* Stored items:
==*==

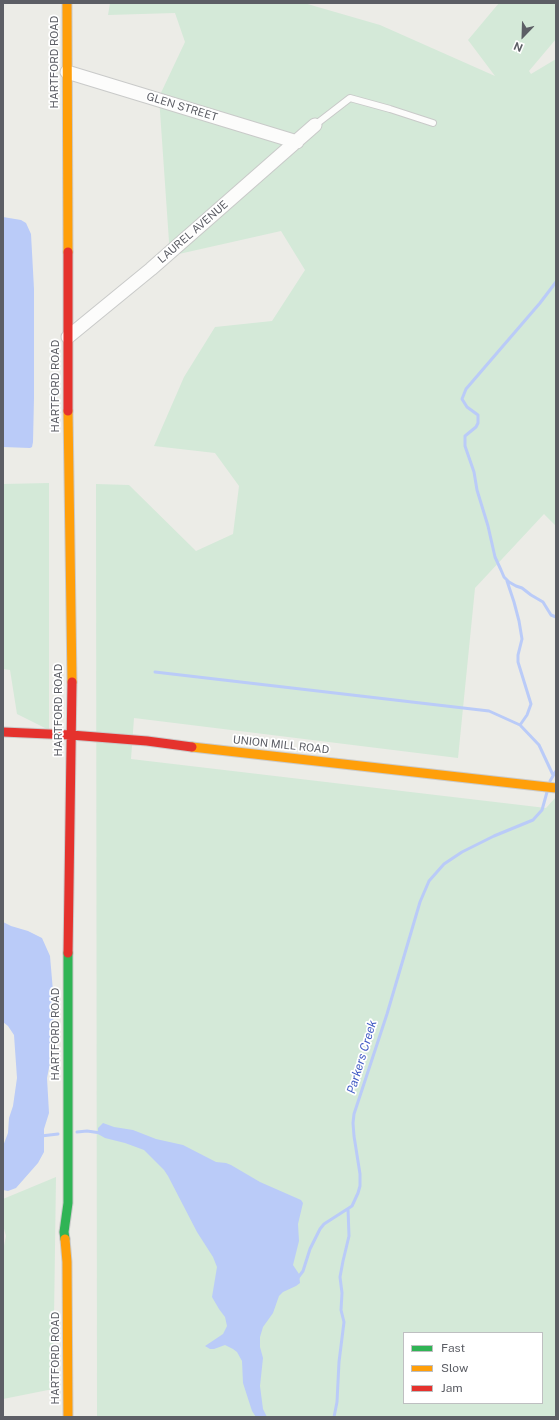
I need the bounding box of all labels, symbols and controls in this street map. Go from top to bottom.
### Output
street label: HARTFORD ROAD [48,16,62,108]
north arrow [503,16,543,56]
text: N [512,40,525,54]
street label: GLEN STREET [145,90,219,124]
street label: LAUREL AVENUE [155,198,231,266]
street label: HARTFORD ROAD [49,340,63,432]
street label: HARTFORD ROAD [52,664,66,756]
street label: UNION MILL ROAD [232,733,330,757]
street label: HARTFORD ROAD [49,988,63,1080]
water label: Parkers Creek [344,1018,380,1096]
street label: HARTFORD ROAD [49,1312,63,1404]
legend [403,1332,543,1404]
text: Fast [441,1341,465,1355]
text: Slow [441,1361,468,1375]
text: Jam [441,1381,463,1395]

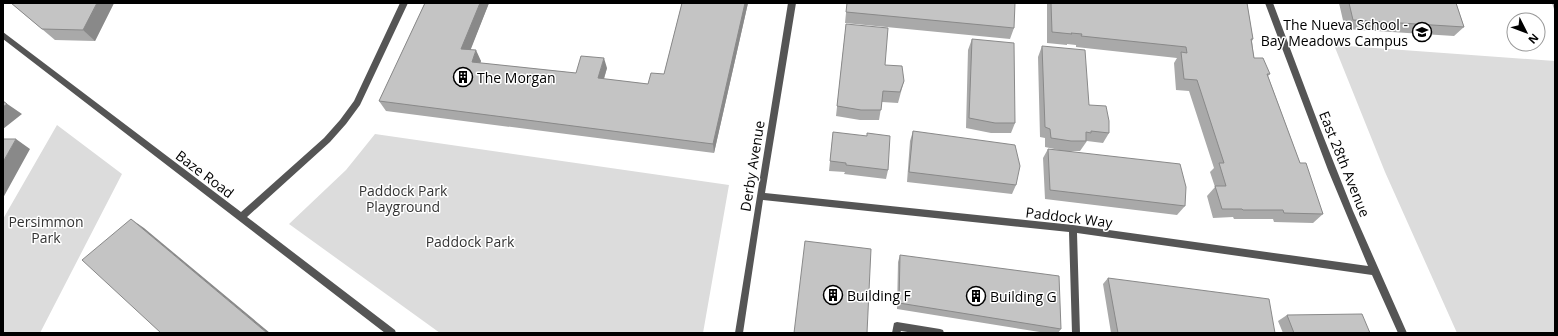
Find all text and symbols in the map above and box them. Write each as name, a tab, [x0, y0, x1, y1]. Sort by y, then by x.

==*==

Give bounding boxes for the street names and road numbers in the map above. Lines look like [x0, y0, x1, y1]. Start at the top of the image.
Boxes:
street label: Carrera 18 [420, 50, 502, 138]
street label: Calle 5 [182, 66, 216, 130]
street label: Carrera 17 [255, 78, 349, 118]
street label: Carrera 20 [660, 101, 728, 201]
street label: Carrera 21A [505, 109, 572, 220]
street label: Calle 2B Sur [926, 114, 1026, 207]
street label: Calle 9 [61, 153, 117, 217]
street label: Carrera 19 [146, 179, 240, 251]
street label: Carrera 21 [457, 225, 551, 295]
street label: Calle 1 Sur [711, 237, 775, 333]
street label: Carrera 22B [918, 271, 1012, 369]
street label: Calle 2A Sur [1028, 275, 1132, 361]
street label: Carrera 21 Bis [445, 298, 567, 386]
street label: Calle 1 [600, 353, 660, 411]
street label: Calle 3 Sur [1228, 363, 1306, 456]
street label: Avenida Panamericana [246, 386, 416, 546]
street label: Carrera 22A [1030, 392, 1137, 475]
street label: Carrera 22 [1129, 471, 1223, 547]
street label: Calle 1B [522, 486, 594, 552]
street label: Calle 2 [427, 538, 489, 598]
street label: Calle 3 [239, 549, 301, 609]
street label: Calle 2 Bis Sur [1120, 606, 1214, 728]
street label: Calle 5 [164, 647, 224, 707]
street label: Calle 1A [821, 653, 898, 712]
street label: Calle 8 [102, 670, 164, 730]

==*==

* Exercise: Please tally every line of the entries that holds "above" and answer with that figure alone.

* Written solution: 2